(Source data)
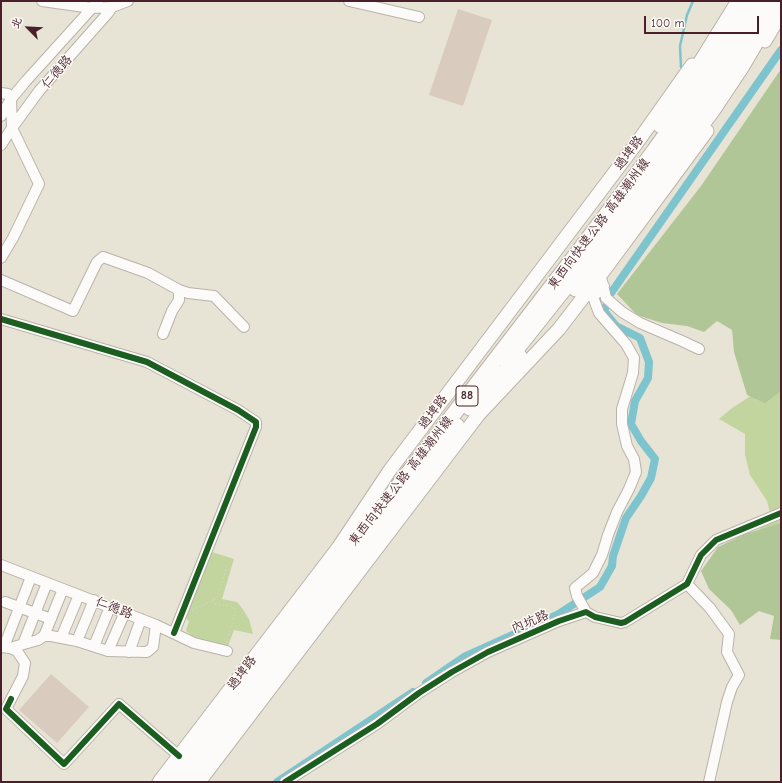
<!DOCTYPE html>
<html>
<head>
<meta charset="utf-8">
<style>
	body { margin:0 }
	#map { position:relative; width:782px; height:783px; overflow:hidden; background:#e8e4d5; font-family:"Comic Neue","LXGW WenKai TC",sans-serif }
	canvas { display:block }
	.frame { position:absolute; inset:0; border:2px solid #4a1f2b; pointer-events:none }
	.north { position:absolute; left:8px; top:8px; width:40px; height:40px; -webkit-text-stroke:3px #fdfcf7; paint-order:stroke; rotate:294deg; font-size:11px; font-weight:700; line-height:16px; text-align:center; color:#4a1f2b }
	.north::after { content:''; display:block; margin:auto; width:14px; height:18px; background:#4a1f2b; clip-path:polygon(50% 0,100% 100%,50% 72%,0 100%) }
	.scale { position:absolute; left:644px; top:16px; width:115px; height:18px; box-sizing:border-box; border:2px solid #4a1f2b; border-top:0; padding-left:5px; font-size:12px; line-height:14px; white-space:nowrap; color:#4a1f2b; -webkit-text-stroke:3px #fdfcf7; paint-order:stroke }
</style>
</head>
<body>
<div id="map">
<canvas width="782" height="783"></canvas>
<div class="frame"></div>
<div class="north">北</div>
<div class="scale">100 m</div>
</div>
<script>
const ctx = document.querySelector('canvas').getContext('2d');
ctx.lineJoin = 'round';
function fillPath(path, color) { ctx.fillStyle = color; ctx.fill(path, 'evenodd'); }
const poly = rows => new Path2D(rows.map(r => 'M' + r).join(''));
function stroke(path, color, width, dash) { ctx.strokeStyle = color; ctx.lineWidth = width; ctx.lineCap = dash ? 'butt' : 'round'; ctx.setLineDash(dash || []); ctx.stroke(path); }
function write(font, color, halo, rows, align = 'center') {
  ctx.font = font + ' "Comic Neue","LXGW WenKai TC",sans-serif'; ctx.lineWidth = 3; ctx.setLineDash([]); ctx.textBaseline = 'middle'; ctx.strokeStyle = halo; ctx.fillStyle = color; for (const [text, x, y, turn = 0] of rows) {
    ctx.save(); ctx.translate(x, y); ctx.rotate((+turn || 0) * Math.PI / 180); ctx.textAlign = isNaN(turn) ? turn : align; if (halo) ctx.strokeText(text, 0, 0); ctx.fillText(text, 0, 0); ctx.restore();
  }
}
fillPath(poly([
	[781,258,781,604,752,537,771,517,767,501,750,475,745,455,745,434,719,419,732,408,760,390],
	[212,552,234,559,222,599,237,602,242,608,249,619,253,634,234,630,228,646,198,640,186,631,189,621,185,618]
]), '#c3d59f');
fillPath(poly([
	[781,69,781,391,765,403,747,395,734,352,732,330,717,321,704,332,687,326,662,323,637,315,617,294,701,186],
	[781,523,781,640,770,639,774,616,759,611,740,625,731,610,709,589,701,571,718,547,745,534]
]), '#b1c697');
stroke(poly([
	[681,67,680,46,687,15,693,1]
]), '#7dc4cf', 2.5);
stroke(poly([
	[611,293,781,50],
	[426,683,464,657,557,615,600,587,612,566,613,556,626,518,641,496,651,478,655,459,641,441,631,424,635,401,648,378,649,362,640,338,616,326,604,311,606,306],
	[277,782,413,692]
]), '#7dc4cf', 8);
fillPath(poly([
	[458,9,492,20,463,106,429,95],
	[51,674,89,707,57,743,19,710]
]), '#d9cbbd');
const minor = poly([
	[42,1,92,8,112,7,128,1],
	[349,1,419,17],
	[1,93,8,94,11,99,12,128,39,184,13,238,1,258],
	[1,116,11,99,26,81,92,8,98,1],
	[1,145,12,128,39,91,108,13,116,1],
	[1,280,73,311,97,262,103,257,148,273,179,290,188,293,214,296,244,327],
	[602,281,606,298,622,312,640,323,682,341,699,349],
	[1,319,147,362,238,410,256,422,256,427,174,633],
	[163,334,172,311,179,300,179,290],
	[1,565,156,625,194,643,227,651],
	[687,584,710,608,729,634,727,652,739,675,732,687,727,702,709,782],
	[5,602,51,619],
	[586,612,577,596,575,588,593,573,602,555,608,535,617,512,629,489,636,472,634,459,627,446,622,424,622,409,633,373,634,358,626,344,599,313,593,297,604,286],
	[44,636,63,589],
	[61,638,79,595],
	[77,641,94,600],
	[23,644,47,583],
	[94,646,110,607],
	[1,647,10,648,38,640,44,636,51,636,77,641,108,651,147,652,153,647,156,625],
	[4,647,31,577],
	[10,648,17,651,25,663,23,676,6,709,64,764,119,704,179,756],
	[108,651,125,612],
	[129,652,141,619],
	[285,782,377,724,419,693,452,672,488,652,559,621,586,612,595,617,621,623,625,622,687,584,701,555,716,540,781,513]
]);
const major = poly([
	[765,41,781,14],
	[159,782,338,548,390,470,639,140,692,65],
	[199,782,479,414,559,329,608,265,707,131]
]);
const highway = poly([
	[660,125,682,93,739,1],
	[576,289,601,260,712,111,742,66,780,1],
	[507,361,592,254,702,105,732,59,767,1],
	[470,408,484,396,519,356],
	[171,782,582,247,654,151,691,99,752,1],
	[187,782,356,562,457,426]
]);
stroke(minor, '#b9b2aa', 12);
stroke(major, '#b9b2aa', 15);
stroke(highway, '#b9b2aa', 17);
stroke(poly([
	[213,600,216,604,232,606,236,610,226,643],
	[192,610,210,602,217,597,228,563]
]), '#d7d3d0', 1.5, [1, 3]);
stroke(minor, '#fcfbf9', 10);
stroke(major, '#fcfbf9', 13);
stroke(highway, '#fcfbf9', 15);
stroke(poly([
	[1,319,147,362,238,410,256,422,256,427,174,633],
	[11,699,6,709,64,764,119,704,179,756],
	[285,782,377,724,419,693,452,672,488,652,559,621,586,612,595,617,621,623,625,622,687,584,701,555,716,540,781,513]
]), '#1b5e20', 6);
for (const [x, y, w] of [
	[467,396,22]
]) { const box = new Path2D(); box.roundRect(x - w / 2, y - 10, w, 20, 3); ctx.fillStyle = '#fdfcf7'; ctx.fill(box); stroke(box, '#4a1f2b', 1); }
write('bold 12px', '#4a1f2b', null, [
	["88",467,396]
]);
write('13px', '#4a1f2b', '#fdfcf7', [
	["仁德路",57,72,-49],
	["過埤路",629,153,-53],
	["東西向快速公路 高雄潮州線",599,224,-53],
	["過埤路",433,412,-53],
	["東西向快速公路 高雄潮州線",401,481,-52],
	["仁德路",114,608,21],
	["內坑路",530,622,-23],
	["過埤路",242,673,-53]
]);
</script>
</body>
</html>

==

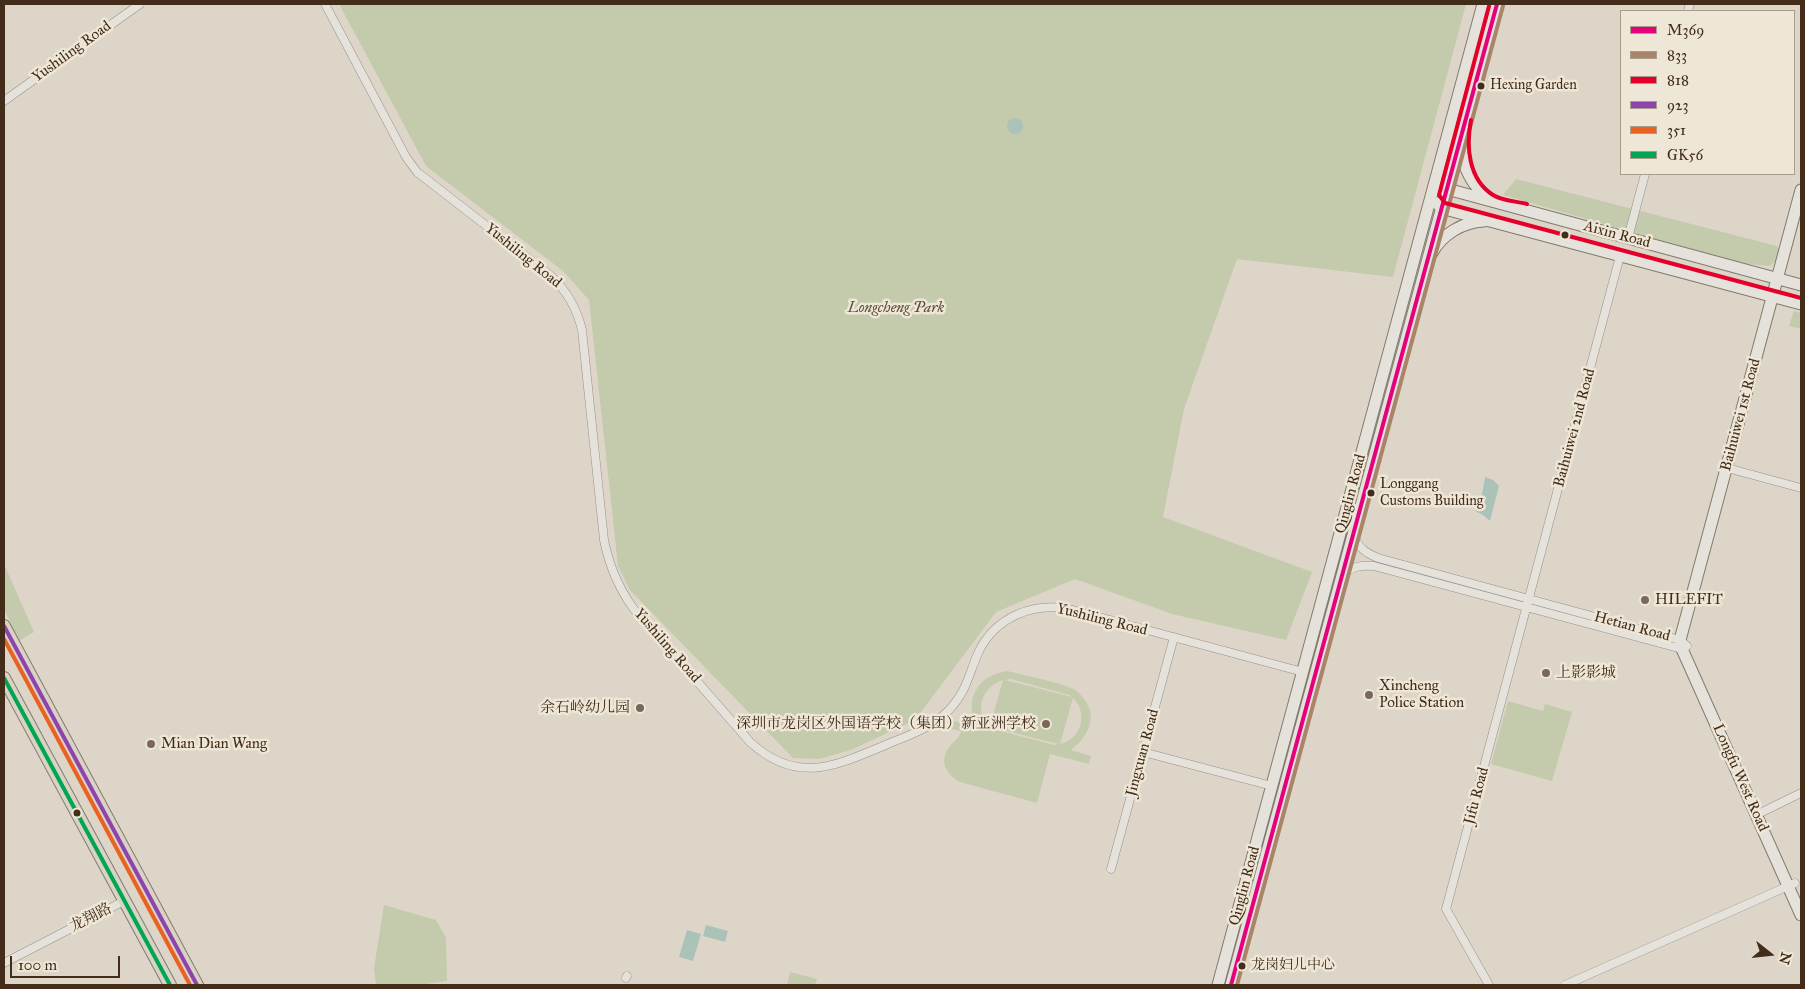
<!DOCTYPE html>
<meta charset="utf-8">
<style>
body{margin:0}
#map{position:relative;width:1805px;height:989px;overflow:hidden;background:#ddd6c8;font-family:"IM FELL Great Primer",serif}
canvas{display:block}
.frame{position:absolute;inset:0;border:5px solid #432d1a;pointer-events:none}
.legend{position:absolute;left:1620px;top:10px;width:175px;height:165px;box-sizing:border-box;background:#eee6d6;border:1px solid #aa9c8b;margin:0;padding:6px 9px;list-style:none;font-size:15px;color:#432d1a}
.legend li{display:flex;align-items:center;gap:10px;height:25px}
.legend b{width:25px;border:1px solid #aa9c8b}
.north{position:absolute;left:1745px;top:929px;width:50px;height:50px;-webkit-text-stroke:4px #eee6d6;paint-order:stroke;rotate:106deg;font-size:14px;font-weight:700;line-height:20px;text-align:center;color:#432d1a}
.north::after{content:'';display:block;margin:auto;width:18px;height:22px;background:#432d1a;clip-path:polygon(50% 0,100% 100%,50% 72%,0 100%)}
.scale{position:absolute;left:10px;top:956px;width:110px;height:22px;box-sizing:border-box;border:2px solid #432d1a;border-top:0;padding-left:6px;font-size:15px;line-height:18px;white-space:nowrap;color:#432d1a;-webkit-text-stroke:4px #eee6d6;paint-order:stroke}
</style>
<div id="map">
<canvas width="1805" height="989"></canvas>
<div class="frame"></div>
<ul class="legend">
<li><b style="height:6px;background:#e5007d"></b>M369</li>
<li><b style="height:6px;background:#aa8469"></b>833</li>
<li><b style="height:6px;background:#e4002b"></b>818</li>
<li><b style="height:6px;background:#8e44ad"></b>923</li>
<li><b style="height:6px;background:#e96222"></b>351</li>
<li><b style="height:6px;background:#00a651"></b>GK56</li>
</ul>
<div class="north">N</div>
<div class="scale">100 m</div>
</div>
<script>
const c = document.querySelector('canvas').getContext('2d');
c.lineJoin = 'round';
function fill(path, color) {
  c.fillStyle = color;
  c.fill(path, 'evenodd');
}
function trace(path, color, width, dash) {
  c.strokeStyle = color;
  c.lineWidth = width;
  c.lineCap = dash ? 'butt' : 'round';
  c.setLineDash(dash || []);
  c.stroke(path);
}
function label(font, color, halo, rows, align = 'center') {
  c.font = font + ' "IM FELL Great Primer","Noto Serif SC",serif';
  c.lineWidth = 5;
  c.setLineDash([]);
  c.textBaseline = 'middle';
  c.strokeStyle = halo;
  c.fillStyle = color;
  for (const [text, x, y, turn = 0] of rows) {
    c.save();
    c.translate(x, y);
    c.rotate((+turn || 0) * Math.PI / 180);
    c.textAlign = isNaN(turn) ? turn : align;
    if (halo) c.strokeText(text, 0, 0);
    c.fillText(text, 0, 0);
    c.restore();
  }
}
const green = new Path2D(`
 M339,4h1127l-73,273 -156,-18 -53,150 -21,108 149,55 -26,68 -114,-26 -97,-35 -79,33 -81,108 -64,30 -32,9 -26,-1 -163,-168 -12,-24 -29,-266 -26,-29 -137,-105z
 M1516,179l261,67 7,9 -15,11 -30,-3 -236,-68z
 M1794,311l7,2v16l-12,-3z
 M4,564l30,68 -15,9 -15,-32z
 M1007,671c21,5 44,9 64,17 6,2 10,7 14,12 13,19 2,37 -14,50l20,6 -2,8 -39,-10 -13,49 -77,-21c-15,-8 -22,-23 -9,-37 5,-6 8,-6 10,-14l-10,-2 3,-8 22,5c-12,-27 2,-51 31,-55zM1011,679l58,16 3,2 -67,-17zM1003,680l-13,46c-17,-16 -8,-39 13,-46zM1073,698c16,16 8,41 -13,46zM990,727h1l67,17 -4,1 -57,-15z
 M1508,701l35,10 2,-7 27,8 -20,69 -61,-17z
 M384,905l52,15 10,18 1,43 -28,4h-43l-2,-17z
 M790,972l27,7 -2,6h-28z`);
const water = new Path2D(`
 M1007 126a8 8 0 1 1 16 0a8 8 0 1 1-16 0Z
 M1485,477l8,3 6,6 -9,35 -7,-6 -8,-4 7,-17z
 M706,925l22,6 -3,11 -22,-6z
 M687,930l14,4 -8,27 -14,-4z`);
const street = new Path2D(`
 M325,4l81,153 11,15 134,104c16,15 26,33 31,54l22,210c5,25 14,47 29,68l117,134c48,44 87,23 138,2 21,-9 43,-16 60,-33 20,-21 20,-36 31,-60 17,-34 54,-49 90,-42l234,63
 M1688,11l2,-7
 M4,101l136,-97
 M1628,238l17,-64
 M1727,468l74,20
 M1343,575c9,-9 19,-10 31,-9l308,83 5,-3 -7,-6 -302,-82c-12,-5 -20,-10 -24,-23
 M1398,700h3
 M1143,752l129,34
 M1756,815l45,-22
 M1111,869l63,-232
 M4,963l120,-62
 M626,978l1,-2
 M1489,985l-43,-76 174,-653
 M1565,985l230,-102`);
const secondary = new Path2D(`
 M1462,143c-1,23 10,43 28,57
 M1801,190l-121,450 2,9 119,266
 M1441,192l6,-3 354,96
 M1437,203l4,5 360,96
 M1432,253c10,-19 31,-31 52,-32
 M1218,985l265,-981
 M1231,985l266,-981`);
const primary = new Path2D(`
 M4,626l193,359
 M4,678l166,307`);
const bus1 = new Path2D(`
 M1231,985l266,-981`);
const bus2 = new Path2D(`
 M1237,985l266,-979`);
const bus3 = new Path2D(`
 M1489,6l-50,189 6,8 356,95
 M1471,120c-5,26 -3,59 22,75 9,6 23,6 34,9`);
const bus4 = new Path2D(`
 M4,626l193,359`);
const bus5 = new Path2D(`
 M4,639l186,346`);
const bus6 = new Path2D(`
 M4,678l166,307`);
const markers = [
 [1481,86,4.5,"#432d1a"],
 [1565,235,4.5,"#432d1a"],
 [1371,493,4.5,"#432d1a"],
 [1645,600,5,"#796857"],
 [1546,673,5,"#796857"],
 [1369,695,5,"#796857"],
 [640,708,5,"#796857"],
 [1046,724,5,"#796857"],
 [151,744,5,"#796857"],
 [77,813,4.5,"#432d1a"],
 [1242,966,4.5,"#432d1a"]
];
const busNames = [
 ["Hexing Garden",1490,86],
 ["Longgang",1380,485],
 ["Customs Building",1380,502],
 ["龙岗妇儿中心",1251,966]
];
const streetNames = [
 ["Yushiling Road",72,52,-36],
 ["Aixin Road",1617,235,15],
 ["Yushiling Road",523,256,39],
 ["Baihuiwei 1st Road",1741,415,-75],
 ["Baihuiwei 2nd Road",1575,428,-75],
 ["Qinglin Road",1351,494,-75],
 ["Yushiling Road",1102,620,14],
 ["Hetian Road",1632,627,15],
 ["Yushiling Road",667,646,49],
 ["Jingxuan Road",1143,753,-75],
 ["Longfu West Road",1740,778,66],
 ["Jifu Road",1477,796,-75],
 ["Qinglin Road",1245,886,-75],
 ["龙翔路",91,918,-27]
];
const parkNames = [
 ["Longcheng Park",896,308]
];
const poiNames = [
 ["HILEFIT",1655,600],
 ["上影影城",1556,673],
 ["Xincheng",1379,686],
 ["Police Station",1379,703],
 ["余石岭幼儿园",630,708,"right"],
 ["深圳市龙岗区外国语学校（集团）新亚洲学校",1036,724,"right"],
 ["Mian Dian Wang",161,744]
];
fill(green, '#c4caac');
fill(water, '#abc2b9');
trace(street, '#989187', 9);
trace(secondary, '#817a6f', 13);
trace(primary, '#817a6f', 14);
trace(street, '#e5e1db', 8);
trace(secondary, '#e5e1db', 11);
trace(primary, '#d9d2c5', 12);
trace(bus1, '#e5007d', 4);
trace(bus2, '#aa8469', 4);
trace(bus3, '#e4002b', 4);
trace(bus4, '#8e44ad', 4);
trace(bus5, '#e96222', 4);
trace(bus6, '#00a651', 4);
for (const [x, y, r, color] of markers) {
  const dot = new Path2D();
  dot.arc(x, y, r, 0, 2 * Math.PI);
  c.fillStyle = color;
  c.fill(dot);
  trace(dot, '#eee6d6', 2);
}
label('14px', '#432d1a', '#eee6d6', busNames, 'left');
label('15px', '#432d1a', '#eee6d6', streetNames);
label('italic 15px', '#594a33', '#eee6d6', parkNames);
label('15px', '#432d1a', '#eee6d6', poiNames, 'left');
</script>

[Your assignment] Print the lines above from the one with "c.strokeStyle = color;" through the one with "M706,925l22,6 -3,11 -22,-6z", both included, exactly as written and nothing more.

[Answer to this task]
  c.strokeStyle = color;
  c.lineWidth = width;
  c.lineCap = dash ? 'butt' : 'round';
  c.setLineDash(dash || []);
  c.stroke(path);
}
function label(font, color, halo, rows, align = 'center') {
  c.font = font + ' "IM FELL Great Primer","Noto Serif SC",serif';
  c.lineWidth = 5;
  c.setLineDash([]);
  c.textBaseline = 'middle';
  c.strokeStyle = halo;
  c.fillStyle = color;
  for (const [text, x, y, turn = 0] of rows) {
    c.save();
    c.translate(x, y);
    c.rotate((+turn || 0) * Math.PI / 180);
    c.textAlign = isNaN(turn) ? turn : align;
    if (halo) c.strokeText(text, 0, 0);
    c.fillText(text, 0, 0);
    c.restore();
  }
}
const green = new Path2D(`
 M339,4h1127l-73,273 -156,-18 -53,150 -21,108 149,55 -26,68 -114,-26 -97,-35 -79,33 -81,108 -64,30 -32,9 -26,-1 -163,-168 -12,-24 -29,-266 -26,-29 -137,-105z
 M1516,179l261,67 7,9 -15,11 -30,-3 -236,-68z
 M1794,311l7,2v16l-12,-3z
 M4,564l30,68 -15,9 -15,-32z
 M1007,671c21,5 44,9 64,17 6,2 10,7 14,12 13,19 2,37 -14,50l20,6 -2,8 -39,-10 -13,49 -77,-21c-15,-8 -22,-23 -9,-37 5,-6 8,-6 10,-14l-10,-2 3,-8 22,5c-12,-27 2,-51 31,-55zM1011,679l58,16 3,2 -67,-17zM1003,680l-13,46c-17,-16 -8,-39 13,-46zM1073,698c16,16 8,41 -13,46zM990,727h1l67,17 -4,1 -57,-15z
 M1508,701l35,10 2,-7 27,8 -20,69 -61,-17z
 M384,905l52,15 10,18 1,43 -28,4h-43l-2,-17z
 M790,972l27,7 -2,6h-28z`);
const water = new Path2D(`
 M1007 126a8 8 0 1 1 16 0a8 8 0 1 1-16 0Z
 M1485,477l8,3 6,6 -9,35 -7,-6 -8,-4 7,-17z
 M706,925l22,6 -3,11 -22,-6z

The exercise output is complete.